== Input for this task

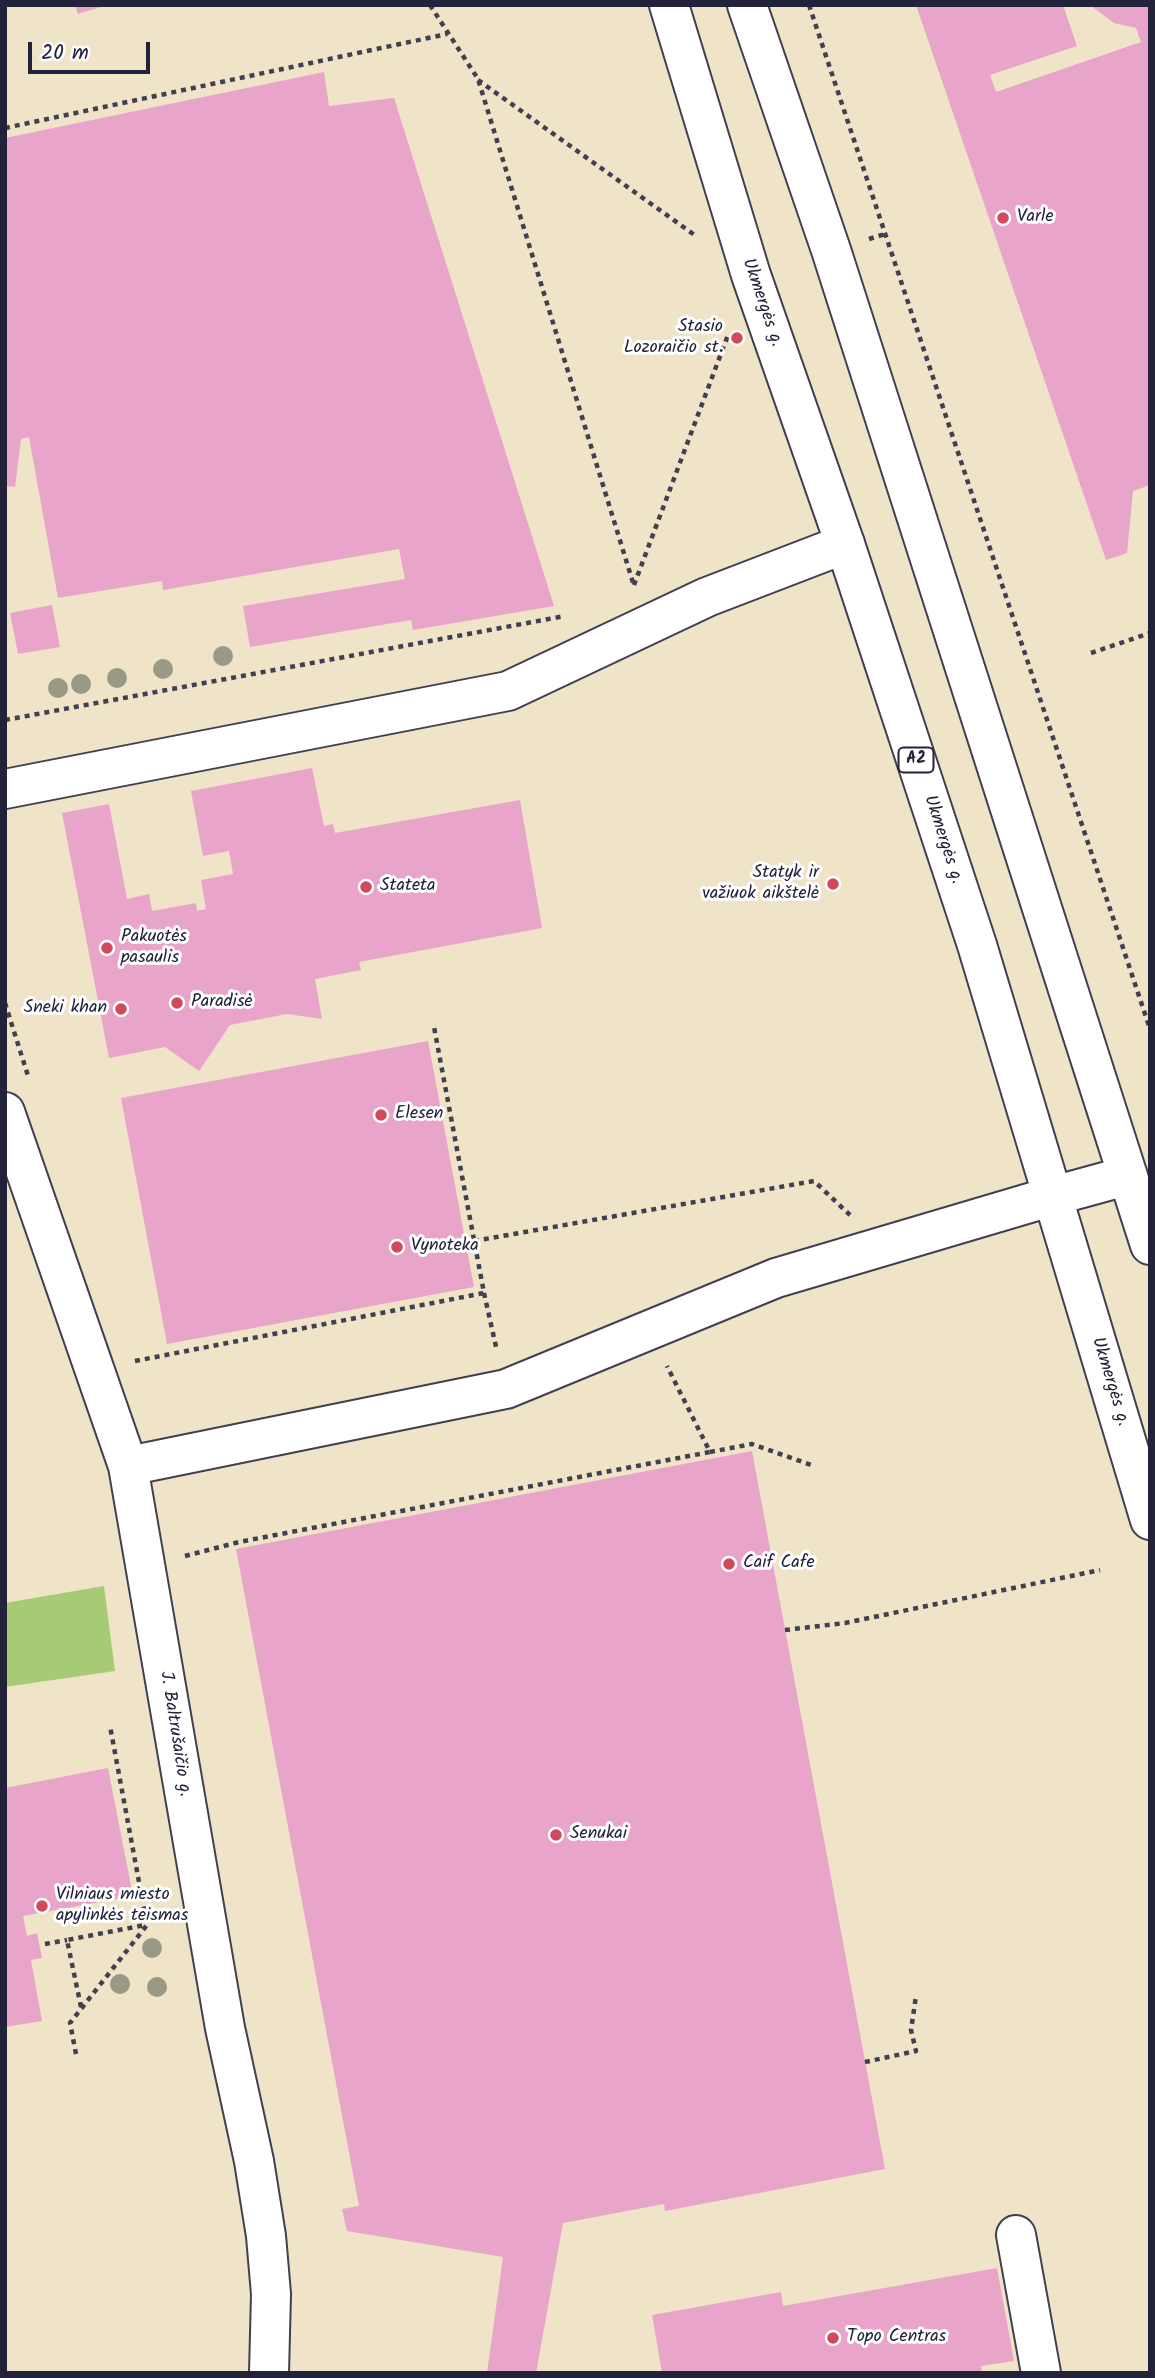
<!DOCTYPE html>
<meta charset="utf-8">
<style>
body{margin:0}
#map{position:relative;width:1155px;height:2378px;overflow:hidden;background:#efe4c8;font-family:Kalam,sans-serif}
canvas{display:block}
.frame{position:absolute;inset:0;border:7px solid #22223b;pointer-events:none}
.scale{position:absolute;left:28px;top:42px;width:122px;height:32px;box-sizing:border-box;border:4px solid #22223b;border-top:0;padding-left:9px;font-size:21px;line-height:24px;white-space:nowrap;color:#22223b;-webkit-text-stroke:5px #fff;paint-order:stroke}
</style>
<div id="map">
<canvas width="1155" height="2378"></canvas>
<div class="frame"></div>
<div class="scale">20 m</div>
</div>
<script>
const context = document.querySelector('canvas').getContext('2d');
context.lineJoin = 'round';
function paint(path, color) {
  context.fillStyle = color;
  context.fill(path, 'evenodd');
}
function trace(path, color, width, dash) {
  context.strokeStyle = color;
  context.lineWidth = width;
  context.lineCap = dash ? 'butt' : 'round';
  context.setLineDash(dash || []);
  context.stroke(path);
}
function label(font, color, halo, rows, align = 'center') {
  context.font = font + ' Kalam,sans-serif';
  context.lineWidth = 6;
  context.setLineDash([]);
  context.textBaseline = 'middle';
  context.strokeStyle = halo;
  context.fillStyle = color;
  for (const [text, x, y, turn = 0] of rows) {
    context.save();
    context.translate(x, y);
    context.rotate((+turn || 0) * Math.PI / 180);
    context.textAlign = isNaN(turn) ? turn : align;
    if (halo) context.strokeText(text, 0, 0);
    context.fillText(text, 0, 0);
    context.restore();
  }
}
const green = new Path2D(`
 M104,1586L115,1671L5,1687V1603Z`);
const building = new Path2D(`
 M75,5H104V6L78,14Z
 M916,5H1063L1077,46L990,75L996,92L1141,42L1136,28L1114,23L1090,5H1150V485L1133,491L1127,553L1106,560Z
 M324,72L329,106L394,98L554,606L413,630L411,620L250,647L243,606L405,579L399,549L163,590L162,581L58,598L29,437L21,439L15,487L5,486V138Z
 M52,605L60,647L18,654L10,613Z
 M312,768L324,826L333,824L335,833L520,800L542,928L359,962L361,970L315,979L322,1019L287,1014L230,1025L199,1071L165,1047L109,1058L62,813L109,804L127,899L149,894L152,911L196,903L197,911L206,909L201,880L233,874L229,851L203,856L191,791Z
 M428,1041L474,1287L167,1344L121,1098Z
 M752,1451L885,2169L665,2211L664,2204L563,2223L536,2373H487L503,2257L347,2231L342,2209L359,2206L236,1549Z
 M108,1768L133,1896L23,1916L27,1936L37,1933L42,1958L31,1960L42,2021L5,2027V1788Z
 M997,2268L1014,2361L981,2366L982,2373H662L652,2315L781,2292L783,2306Z`);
const path = new Path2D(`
 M430,5L478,79L634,586
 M809,5L1150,1029
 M478,80L696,236
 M5,128L447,34
 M869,239L885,234
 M634,585L728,335
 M1091,653L1150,633
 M5,720L565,616
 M5,1003L29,1079
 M474,1241L814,1181L850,1215
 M484,1293L497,1351
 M135,1361L484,1293L434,1027
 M710,1452L752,1444L814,1466
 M185,1556L239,1542L710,1452L667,1366
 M785,1630L845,1623L1100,1570
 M45,1944L67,1940
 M81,2007L67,1940L145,1925
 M76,2054L70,2023L147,1925L110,1726
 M865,2062L916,2051L911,2030L916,1996`);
const minor = new Path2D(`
 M5,789L508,691L707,597L845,544
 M5,1112L128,1466L225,2028L254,2161L266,2236L271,2294L269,2373
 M128,1466L506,1389L776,1278L1053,1196
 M1016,2235L1041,2373`);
const highway = new Path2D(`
 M669,5L751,275L845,544L977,945L1150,1520
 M747,5L831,250L1150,1245
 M1053,1196L1126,1176`);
const trees = [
 [223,656],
 [163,669],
 [117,678],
 [81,684],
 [58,688],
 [152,1948],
 [120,1984],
 [157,1987]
];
const markers = [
 [1003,218,7,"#d1495b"],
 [737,338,7,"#d1495b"],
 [833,884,7,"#d1495b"],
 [366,887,7,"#d1495b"],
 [107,948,7,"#d1495b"],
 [177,1003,7,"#d1495b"],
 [121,1009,7,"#d1495b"],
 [381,1115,7,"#d1495b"],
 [397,1247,7,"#d1495b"],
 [729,1564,7,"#d1495b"],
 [556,1835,7,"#d1495b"],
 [42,1906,7,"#d1495b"],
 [833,2338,7,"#d1495b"]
];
const shields = [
 [916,760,35]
];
const shieldNames = [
 ["A2",916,760]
];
const poiNames = [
 ["Varle",1017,218],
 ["Stasio",723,328,"right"],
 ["Lozoraičio st.",723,349,"right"],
 ["Statyk ir",819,874,"right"],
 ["važiuok aikštelė",819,895,"right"],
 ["Stateta",380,887],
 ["Pakuotės",121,938],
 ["pasaulis",121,959],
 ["Paradisė",191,1003],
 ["Sneki khan",107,1009,"right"],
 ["Elesen",395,1115],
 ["Vynoteka",411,1247],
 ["Caif Cafe",743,1564],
 ["Senukai",570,1835],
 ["Vilniaus miesto",56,1896],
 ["apylinkės teismas",56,1917],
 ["Topo Centras",847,2338]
];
const streetNames = [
 ["Ukmergės g.",761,303,71],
 ["Ukmergės g.",942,840,72],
 ["Ukmergės g.",1109,1382,73],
 ["J. Baltrušaičio g.",174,1734,81]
];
paint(green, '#a7cb75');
paint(building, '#e9a4ca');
trace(minor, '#413f50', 42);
trace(highway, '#413f50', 42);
trace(path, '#413f50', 4.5, [5, 5]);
trace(minor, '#fff', 38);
trace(highway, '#fff', 38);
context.fillStyle = '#989a85';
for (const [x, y] of trees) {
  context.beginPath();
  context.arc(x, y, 10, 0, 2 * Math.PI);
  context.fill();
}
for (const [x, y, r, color] of markers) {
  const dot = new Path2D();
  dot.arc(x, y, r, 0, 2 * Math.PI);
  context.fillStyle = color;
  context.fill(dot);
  trace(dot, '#fff', 2.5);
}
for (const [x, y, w] of shields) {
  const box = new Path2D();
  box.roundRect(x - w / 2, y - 12.5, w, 25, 5);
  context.fillStyle = '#fff';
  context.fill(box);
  trace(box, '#22223b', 2);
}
label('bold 16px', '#22223b', null, shieldNames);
label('18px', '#22223b', '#fff', poiNames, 'left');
label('18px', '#22223b', '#fff', streetNames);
</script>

====

Write down how many lines in the data contain "align". Add nothing else.

**Written solution**: 2